Defections From Corporate System Grow As Questions Mount On Recapitalization
CHICAGO – Credit union executives are strongly questioning whether they will reinvest in the corporate credit union system and many are exploring alternatives for investments, check processing and other services, as NCUA mulls over the fate of the corporates.
“The board and I are not thrilled about reinvesting,” Janet Cowell, president of Parson FCU, told Credit Union Journal during NAFCU’s 43rd Annual Conference. “We are looking at alternatives.”
The president of the $240 million Pasadena, Calif., credit union said it is already outsourcing its check processing to the Fed and that is working fine. “We are also looking at going to the Fed for full check clearing,” she added. “I know we will have to piece together a solution to not using the corporates, if that is what we eventually decide to do. For example, I do not think the Fed offers a full line of credit.”

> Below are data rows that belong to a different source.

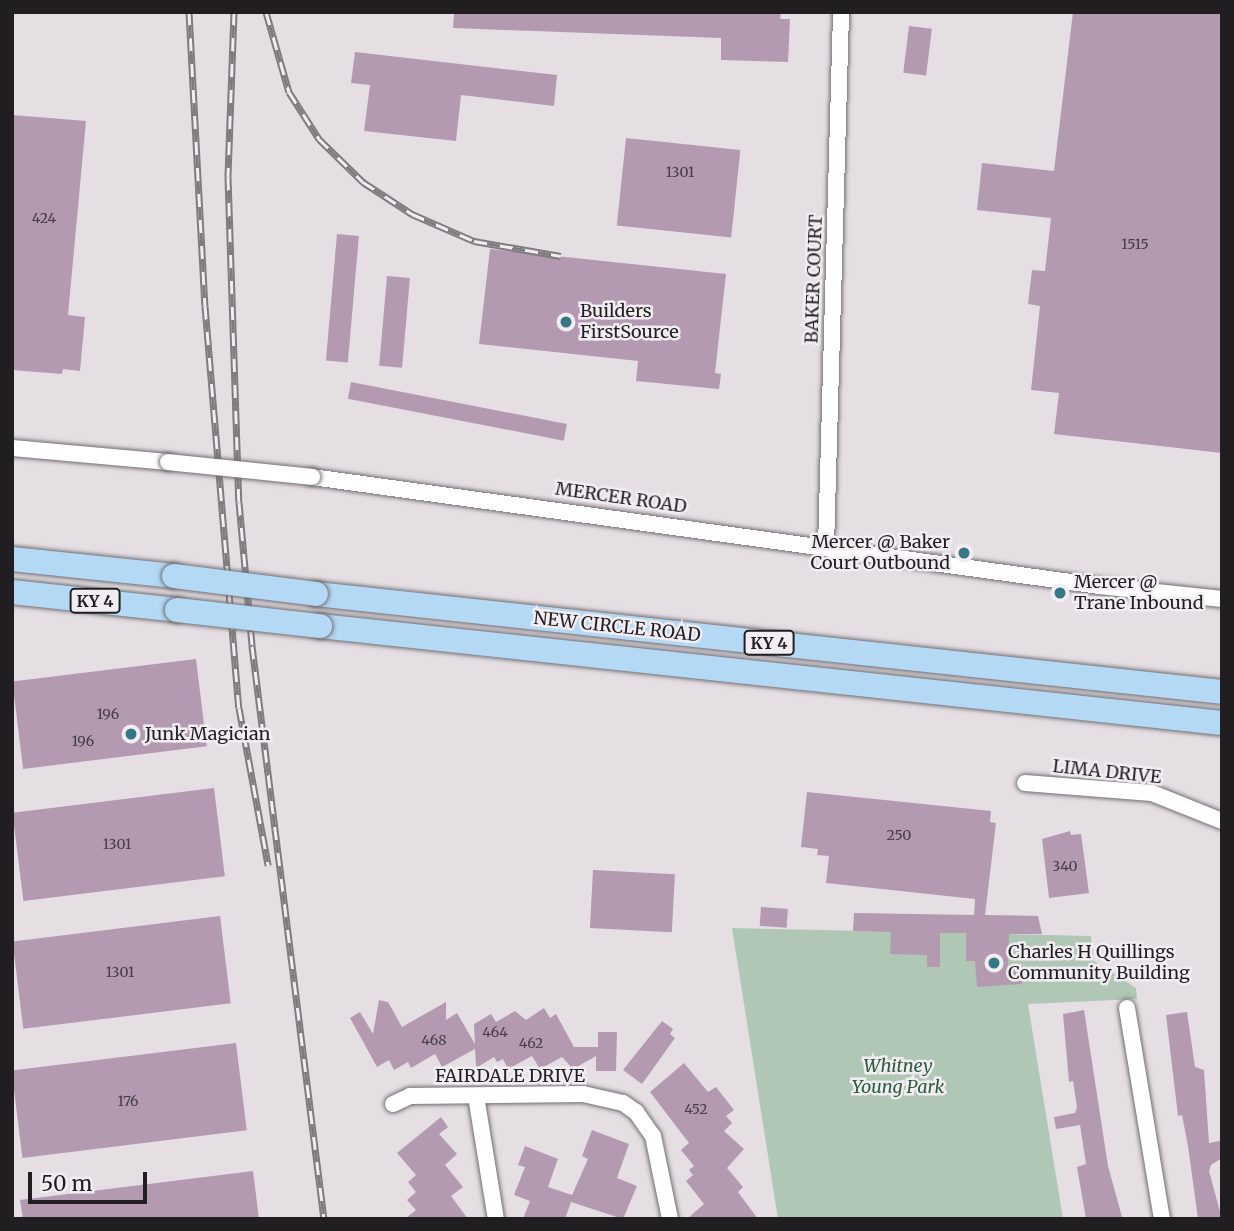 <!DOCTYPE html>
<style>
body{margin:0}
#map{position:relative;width:1234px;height:1231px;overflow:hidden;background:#e5dfe4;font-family:Merriweather,serif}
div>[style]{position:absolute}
.green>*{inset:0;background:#b0c7b6}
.building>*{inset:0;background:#b39ab1;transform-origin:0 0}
.roads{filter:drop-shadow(0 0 2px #726e72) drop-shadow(0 0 2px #726e72)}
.minor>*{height:16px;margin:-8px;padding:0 8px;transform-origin:8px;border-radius:8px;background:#fff}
.highway>*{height:24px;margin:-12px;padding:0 12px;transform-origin:12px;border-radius:12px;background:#b3d9f5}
.rail>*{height:7px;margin-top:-3.5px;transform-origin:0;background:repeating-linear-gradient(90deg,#f2edf2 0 13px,#7f7b7e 0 26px);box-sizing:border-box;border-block:2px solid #7f7b7e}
.bridges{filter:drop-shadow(0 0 2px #726e72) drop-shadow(0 0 2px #726e72)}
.minor-bridge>*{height:16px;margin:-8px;padding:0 8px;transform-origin:8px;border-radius:8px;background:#fff}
.highway-bridge>*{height:24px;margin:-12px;padding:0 12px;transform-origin:12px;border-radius:12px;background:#b3d9f5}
.dots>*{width:19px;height:19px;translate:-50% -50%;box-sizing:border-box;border:4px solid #f2edf2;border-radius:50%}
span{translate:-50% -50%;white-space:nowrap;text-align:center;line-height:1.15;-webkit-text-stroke:5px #f2edf2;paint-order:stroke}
.number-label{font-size:14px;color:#453d44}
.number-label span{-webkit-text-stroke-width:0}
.shield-label span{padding:2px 5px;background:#f2edf2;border:2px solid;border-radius:5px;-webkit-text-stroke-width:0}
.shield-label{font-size:16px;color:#201e20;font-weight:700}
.street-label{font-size:18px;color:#201e20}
.poi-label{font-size:18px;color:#201e20}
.left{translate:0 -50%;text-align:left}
.right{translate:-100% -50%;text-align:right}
.park-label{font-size:18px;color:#2a5b3c;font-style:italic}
.frame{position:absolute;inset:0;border:14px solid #201e20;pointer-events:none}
.scale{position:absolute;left:28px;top:1172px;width:119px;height:32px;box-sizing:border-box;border:4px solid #201e20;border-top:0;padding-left:9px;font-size:21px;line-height:24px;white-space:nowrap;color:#201e20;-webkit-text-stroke:5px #f2edf2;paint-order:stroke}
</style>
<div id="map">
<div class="green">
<i style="clip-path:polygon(732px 928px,1091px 936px,1094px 961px,1136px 988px,1137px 999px,1028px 1004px,1063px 1219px,778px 1219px)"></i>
</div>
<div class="building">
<i style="clip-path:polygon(454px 12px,781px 12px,780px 19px,790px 19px,788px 62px,721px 60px,721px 38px,453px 28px)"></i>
<i style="clip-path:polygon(1073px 12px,1222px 12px,1222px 453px,1054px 434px,1059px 393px,1031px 390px,1040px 306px,1028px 304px,1032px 270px,1045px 271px,1051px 218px,977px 210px,982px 163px,1054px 171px)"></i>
<i style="left:909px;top:26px;width:23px;height:47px;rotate:7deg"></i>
<i style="clip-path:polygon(355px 52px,557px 75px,554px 106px,461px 95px,456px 141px,364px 131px,370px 85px,351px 83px)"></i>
<i style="clip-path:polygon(12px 115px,86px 121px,68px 315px,85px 317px,80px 371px,63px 369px,62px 374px,12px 370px)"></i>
<i style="left:626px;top:138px;width:115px;height:88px;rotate:6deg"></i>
<i style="left:337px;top:234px;width:22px;height:127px;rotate:5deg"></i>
<i style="clip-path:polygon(490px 249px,726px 274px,715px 373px,721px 374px,719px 389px,636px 381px,638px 361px,479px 344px)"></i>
<i style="left:387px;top:276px;width:23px;height:90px;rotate:5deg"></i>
<i style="left:351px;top:382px;width:220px;height:17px;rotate:11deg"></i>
<i style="left:196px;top:659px;width:88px;height:185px;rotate:83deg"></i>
<i style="left:214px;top:788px;width:89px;height:203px;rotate:83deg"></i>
<i style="clip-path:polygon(807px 792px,991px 811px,990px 822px,996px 823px,985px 915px,1038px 916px,1042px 934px,1009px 934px,1008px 966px,1022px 966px,1022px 984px,977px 987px,975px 961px,966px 961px,966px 933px,940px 933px,940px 967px,927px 967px,927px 955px,890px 954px,891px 932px,853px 931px,854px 913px,974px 915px,975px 899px,826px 883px,829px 856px,817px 855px,818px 849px,801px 847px)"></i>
<i style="clip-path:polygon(1070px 831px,1071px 835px,1081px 834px,1089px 893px,1049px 898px,1042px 839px)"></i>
<i style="left:593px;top:870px;width:82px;height:58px;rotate:3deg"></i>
<i style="left:761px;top:907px;width:27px;height:19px;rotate:4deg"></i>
<i style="left:220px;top:916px;width:88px;height:209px;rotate:83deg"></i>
<i style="clip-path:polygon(379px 1000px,388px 1002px,402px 1027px,446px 1002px,446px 1020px,457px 1013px,475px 1044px,474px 1024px,491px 1014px,496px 1022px,515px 1011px,526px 1020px,544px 1008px,550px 1018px,556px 1014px,574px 1047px,598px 1047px,598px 1032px,617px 1032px,616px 1071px,596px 1071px,596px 1056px,573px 1069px,562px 1057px,540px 1069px,532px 1056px,508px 1069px,503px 1059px,497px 1062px,494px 1057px,476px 1068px,475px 1049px,442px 1067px,435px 1054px,411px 1068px,408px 1062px,394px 1070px,389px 1060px,377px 1067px,350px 1018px,360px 1012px,373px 1034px)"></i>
<i style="clip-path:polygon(1084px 1010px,1108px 1166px,1122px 1217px,1086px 1219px,1077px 1167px,1086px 1164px,1080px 1125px,1056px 1129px,1054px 1117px,1075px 1113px,1077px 1107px,1073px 1081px,1069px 1082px,1063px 1014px)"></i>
<i style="clip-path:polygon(1187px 1012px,1195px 1067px,1204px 1070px,1209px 1143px,1220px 1141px,1222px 1149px,1222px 1158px,1211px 1165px,1209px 1171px,1222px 1219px,1198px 1219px,1188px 1146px,1182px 1115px,1178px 1116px,1166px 1015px)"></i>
<i style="clip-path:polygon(662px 1021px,673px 1029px,670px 1034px,675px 1038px,642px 1084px,623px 1070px)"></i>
<i style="left:236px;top:1043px;width:88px;height:226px;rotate:83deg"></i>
<i style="clip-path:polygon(684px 1063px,708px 1092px,716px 1087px,734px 1110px,726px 1116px,732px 1123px,724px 1131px,744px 1149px,727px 1168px,743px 1187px,738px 1192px,758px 1219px,687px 1219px,704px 1204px,686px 1181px,693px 1175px,689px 1170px,694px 1166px,681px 1150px,689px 1143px,650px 1092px)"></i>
<i style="clip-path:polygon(441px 1117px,448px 1127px,439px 1134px,457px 1154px,445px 1165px,463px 1187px,451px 1196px,468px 1219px,405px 1219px,416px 1210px,407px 1200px,416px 1192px,408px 1182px,416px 1175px,397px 1153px)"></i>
<i style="clip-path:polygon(592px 1130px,629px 1144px,617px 1178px,637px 1186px,623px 1219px,571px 1202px,565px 1219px,523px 1219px,530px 1201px,514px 1195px,525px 1167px,518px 1165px,525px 1146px,558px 1159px,548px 1187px,572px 1195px,588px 1159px,582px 1156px)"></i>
<i style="clip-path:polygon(253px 1171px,259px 1219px,23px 1219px,20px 1200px)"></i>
</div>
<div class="roads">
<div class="minor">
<i style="left:12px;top:448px;width:157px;rotate:5.1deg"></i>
<i style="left:312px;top:477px;width:796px;rotate:7.88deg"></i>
<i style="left:1100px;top:586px;width:123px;rotate:6.1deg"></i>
<i style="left:826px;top:547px;width:535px;rotate:-88.39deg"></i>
<i style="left:1025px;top:783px;width:127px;rotate:4.5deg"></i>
<i style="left:1152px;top:793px;width:75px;rotate:21.8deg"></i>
<i style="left:1127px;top:1008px;width:214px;rotate:80.6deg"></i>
<i style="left:476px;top:1096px;width:125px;rotate:80.8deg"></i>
<i style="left:393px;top:1104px;width:19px;rotate:-25deg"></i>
<i style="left:410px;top:1096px;width:173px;rotate:-0.7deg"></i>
<i style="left:583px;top:1094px;width:41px;rotate:12.7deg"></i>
<i style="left:623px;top:1103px;width:16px;rotate:35deg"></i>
<i style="left:636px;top:1112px;width:29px;rotate:55deg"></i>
<i style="left:653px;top:1136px;width:85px;rotate:78.4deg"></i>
</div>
<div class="highway">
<i style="left:12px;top:559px;width:163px;rotate:6deg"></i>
<i style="left:12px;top:592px;width:166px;rotate:6.2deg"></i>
<i style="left:316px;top:594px;width:911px;rotate:6.17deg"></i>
<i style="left:320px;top:626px;width:907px;rotate:6.14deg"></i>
</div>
</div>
<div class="rail">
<i style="left:189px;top:12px;width:294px;rotate:86.9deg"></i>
<i style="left:205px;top:306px;width:403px;rotate:85.2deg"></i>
<i style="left:239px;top:708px;width:160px;rotate:79.5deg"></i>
<i style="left:234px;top:12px;width:165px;rotate:92.1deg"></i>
<i style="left:228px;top:177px;width:325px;rotate:88.1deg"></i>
<i style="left:239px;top:502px;width:145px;rotate:84.8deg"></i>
<i style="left:252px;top:646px;width:578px;rotate:82.84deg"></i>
<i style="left:266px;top:12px;width:83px;rotate:74deg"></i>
<i style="left:289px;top:92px;width:56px;rotate:57.4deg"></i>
<i style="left:319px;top:139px;width:62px;rotate:44.3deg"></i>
<i style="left:363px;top:182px;width:59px;rotate:33.1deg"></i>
<i style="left:412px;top:214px;width:68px;rotate:23.5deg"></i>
<i style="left:474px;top:241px;width:88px;rotate:9.8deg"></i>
</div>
<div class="bridges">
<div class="minor-bridge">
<i style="left:168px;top:462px;width:145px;rotate:5.9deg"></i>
</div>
<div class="highway-bridge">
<i style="left:174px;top:576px;width:143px;rotate:7.2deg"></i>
<i style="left:177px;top:610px;width:144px;rotate:6.4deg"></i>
</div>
</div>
<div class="dots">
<i style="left:566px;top:322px;background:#337985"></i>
<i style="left:964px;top:553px;background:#337985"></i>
<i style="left:1060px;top:593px;background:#337985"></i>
<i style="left:131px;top:734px;background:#337985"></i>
<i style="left:994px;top:963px;background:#337985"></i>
</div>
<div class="number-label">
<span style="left:680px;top:172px">1301</span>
<span style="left:44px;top:218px">424</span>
<span style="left:1135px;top:244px">1515</span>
<span style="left:108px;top:714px">196</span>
<span style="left:83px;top:741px">196</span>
<span style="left:899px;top:835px">250</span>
<span style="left:117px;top:844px">1301</span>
<span style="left:1065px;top:866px">340</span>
<span style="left:120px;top:972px">1301</span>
<span style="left:495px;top:1032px">464</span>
<span style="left:434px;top:1040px">468</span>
<span style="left:531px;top:1043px">462</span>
<span style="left:128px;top:1101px">176</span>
<span style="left:696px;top:1109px">452</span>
</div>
<div class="shield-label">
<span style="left:95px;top:601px">KY 4</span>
<span style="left:769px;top:643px">KY 4</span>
</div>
<div class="street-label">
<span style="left:814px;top:279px;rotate:-88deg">BAKER COURT</span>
<span style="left:621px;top:498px;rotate:8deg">MERCER ROAD</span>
<span style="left:617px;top:627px;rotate:6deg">NEW CIRCLE ROAD</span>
<span style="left:1107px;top:772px;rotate:6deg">LIMA DRIVE</span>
<span style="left:510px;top:1076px">FAIRDALE DRIVE</span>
</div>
<div class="poi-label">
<span class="left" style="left:580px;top:322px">Builders<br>FirstSource</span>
<span class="right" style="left:950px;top:553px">Mercer @ Baker<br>Court Outbound</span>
<span class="left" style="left:1074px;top:593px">Mercer @<br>Trane Inbound</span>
<span class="left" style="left:145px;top:734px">Junk Magician</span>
<span class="left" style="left:1008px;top:963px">Charles H Quillings<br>Community Building</span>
</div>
<div class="park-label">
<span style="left:898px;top:1077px">Whitney<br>Young Park</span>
</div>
<div class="frame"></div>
<div class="scale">50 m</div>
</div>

The opinions here reflect a growing consensus among credit union executives who have already lost more than $3 billion of capital in their corporates and paid NCUA $1.4 billion to pay the first two of a projected seven or more annual charges to fund the corporate bailout. A growing number of corporates, already wounded by the loss of the capital in U.S. Central FCU and expanding investment losses, are also reporting increasing notices of capital withdrawals by members.
Debra Schwartz, president of San Diego’s Mission FCU, one of the more than 1,000 credit unions that lost money from the failure of WesCorp FCU, questioned whether her $2.1 billion credit union will participate in a recap of the corporate system. She said she is not “anxious to go in front of her board and say, ‘How about a few million more?’ I am going to have to have a compelling business case to make that happen,” Schwartz said. “We use the payment systems and investments of the corporates [WesCorp], but taking a few million in losses makes it hard. We are certainly keeping our options open.”
Finance Center FCU in Indianapolis, which lost $1.5 million of its Members United Corporate FCU capital, is taking a hard look at reinvesting with the corporates, admitted Kevin Ryan, president of the $400 million credit union. “It’s a sizeable decision to get back in business partnership with an organization in which you had a bad investment.”
Nonetheless, Ryan believes recapitalizing the corporates is something that has to be done “The strength of the credit union system is staying together.” Ryan said his credit union is considering partnering with Corporate One FCU, instead. “They have proven to be very strong throughout all the problems,” Ryan added.